**TASK DETAILS**
Lines in the records below that contain the word "bottom" must each be copied.

**DATA EXTRACT**
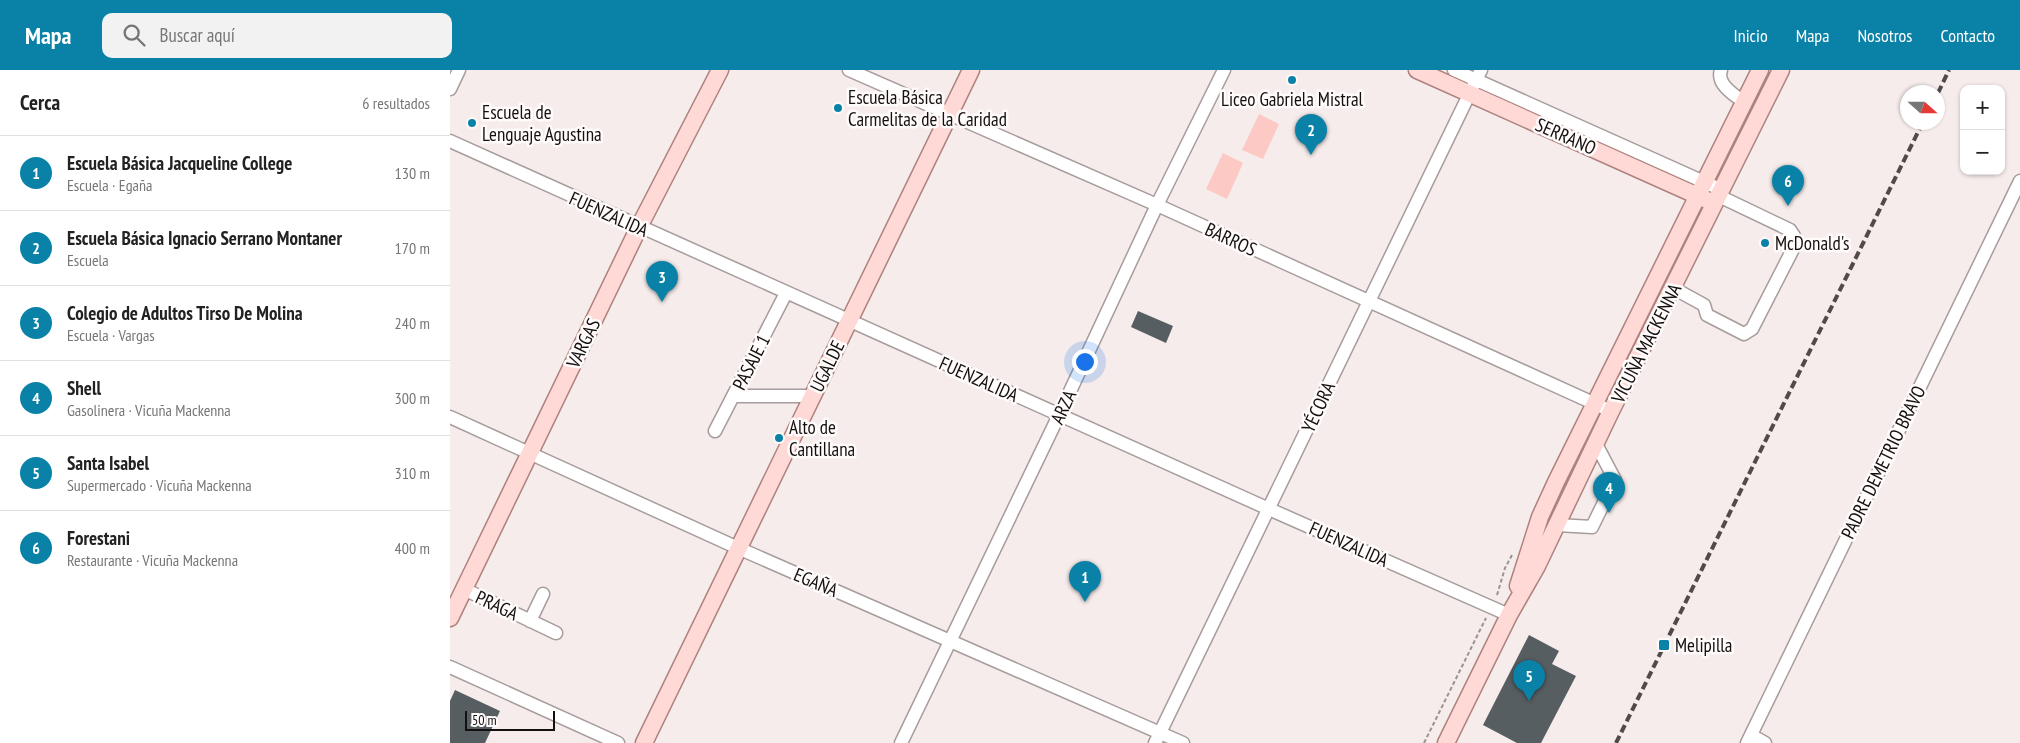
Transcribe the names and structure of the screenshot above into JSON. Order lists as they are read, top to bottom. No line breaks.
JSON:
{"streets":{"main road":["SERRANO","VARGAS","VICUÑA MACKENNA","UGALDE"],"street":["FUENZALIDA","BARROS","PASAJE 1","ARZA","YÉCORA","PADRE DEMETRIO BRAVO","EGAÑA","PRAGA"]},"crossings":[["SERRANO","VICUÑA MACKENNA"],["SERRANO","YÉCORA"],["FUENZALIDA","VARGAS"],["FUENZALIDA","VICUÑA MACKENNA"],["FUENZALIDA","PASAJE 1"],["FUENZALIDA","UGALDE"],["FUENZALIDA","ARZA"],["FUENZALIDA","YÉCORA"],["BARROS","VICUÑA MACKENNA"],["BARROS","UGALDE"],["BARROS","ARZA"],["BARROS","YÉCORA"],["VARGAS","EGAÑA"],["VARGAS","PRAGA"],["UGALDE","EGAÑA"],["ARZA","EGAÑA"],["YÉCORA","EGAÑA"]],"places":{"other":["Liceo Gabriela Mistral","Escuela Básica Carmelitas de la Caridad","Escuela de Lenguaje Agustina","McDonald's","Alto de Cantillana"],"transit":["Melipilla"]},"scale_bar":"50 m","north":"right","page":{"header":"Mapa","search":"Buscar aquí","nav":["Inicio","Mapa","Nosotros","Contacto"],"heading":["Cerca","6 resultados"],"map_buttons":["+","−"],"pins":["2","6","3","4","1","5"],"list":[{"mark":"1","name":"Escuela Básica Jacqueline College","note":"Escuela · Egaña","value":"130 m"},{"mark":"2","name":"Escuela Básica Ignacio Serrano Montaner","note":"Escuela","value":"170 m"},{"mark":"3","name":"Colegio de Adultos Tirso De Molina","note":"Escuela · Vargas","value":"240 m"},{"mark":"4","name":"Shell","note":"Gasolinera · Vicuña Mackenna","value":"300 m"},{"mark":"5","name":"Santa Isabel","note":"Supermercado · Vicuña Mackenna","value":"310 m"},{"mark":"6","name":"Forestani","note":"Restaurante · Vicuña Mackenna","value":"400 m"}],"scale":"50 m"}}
--
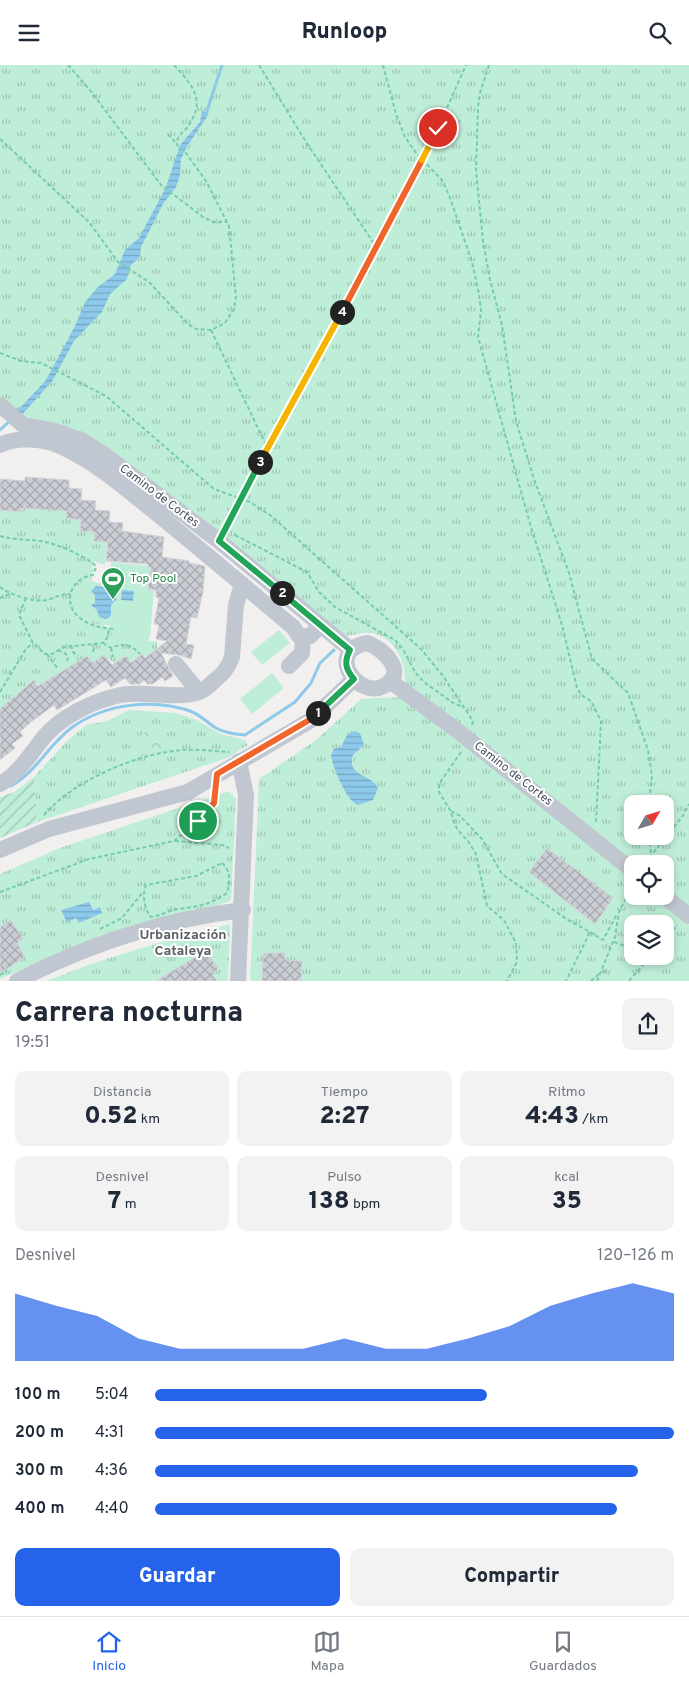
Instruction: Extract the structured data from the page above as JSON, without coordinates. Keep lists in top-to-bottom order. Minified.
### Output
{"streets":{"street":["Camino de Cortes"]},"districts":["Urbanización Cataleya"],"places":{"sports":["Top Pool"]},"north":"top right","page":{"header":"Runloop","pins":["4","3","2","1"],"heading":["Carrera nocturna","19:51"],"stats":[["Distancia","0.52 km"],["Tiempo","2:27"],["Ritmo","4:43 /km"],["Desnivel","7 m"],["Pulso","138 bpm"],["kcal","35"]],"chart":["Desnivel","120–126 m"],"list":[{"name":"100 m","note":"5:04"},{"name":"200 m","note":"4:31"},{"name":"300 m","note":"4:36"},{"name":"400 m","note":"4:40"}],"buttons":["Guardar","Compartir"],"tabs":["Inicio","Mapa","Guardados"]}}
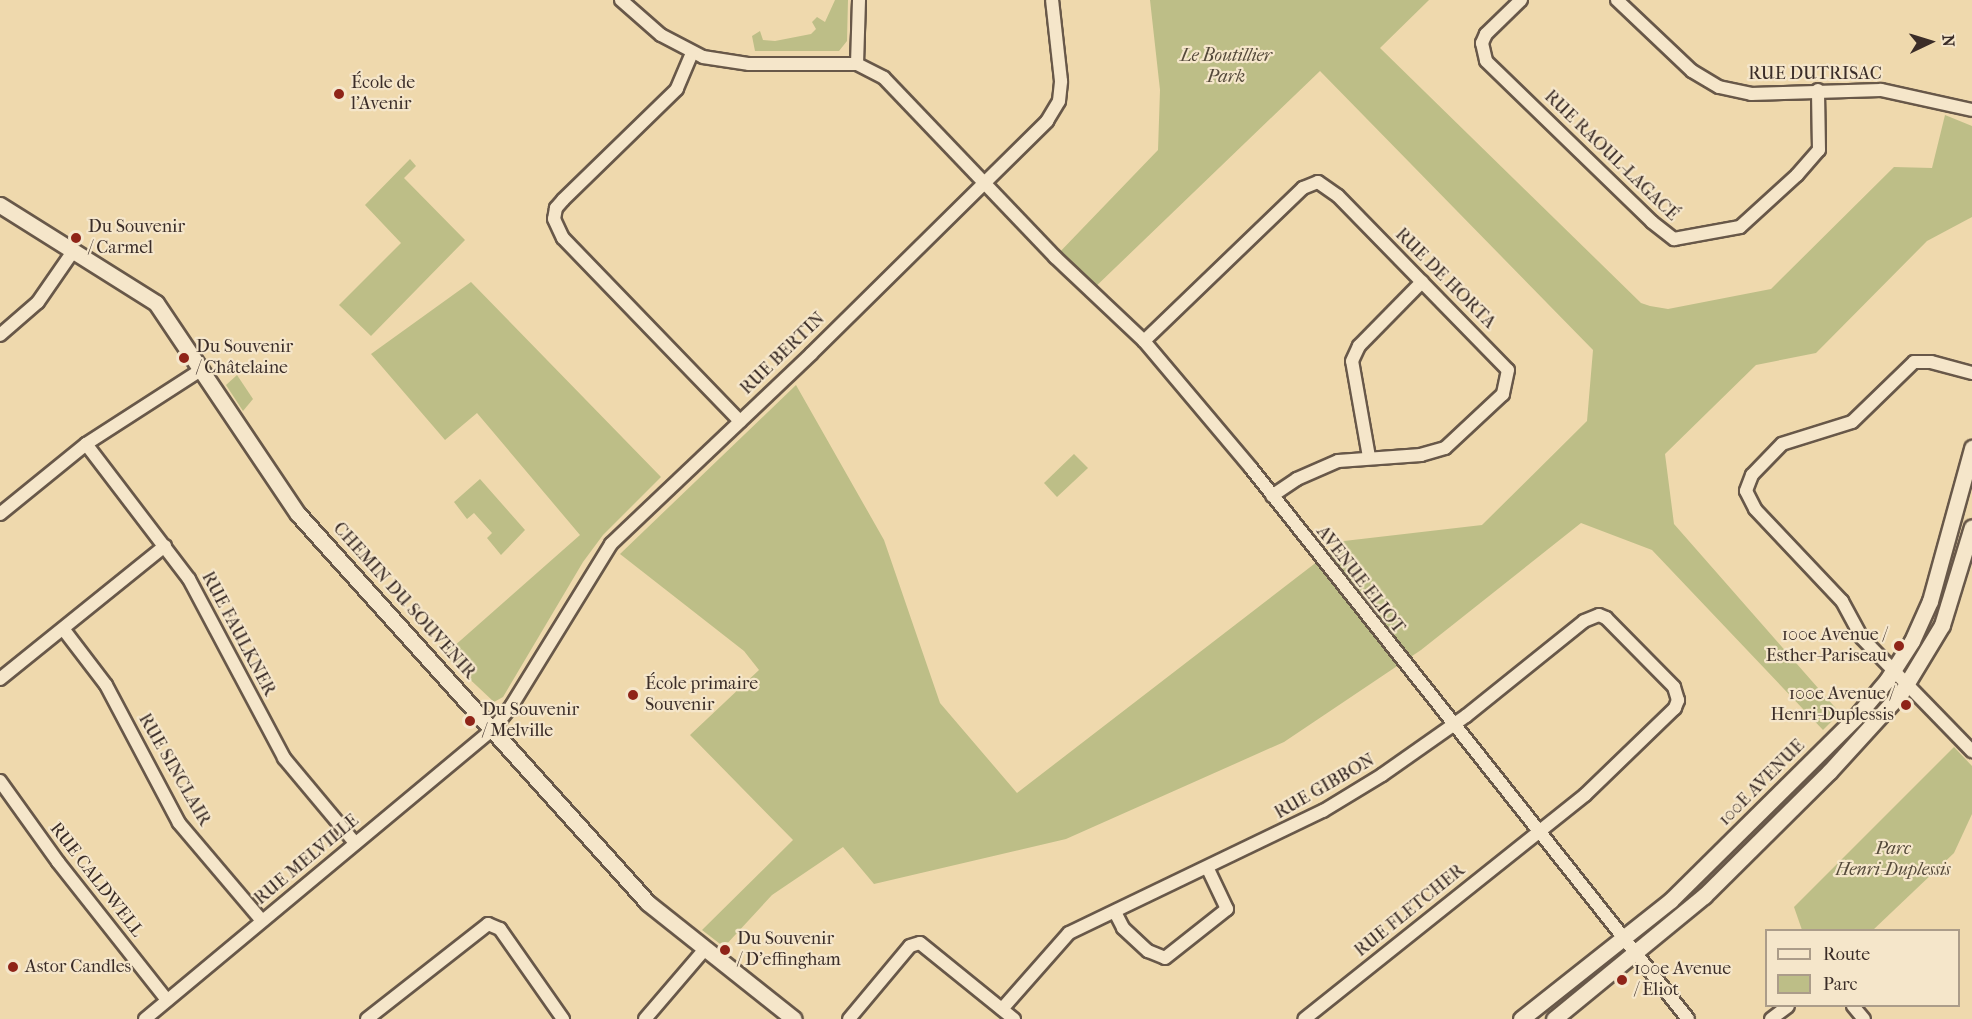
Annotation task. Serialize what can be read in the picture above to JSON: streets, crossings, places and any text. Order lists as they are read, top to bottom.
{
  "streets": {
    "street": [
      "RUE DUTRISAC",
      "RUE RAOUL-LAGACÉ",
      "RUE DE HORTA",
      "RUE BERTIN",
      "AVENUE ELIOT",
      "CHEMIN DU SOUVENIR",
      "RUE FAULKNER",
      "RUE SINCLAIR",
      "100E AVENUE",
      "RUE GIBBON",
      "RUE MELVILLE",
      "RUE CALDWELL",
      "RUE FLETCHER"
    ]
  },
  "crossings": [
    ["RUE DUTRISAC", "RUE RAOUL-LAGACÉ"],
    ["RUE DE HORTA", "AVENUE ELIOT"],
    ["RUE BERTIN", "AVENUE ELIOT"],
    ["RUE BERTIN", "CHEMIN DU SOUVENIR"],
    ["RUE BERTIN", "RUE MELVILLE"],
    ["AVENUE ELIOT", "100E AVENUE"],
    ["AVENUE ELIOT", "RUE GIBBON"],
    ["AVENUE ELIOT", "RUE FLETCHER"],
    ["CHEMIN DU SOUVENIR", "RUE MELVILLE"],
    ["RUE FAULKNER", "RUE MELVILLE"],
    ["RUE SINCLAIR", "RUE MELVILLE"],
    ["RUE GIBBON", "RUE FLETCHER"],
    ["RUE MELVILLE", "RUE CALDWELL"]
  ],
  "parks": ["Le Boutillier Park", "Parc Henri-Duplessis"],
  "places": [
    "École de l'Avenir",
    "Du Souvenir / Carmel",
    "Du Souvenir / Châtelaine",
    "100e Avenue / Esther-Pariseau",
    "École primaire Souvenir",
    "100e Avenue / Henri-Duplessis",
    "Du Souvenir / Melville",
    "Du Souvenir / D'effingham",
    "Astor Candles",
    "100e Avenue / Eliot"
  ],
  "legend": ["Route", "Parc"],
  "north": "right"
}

**REPLY**
Transcribe the names and structure of the screenshot above into JSON. Order lists as they are read, top to bottom. No line breaks.
Instruction: Extract the structured data from the page above as JSON, without coordinates. Keep lists in top-to-bottom order. Minified.
Annotation task. Serialize what can be read in the picture above to JSON: streets, crossings, places and any text. Order lists as they are read, top to bottom.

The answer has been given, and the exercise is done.